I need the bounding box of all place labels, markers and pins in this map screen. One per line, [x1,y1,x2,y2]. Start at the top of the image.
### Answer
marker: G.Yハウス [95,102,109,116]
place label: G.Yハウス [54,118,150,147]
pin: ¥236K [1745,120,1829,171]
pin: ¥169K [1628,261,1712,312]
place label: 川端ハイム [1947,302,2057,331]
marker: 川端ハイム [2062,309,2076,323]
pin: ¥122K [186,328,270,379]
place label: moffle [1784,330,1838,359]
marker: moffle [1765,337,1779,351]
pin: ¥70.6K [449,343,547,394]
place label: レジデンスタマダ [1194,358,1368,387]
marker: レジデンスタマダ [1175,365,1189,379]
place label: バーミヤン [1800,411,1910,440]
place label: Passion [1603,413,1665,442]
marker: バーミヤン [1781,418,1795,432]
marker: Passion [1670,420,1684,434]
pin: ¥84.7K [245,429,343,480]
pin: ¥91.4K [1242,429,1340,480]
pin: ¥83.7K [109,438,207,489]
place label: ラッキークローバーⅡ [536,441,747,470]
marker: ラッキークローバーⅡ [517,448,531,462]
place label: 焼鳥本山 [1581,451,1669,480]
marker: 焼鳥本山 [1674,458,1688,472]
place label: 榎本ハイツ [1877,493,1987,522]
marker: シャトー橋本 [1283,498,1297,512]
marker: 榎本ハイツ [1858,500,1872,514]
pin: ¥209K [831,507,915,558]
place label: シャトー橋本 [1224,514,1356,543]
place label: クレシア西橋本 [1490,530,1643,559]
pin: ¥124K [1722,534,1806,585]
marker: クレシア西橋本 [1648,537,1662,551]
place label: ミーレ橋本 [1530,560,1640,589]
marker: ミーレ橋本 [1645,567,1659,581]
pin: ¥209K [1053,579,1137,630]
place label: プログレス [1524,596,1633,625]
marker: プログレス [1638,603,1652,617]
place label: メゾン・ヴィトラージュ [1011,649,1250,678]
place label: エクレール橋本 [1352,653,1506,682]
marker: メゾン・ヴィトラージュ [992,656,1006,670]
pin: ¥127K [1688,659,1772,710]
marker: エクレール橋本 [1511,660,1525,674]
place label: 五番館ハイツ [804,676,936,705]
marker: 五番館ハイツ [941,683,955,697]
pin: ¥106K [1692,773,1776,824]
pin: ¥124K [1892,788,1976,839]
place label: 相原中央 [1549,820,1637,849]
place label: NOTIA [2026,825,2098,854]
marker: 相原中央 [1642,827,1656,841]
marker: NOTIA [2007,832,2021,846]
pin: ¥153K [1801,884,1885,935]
########
_Exercise brief_:
Where the word "NOTIA" is present in a line of the listing, copy that line.

_Problem solution_:
place label: NOTIA [2026,825,2098,854]
marker: NOTIA [2007,832,2021,846]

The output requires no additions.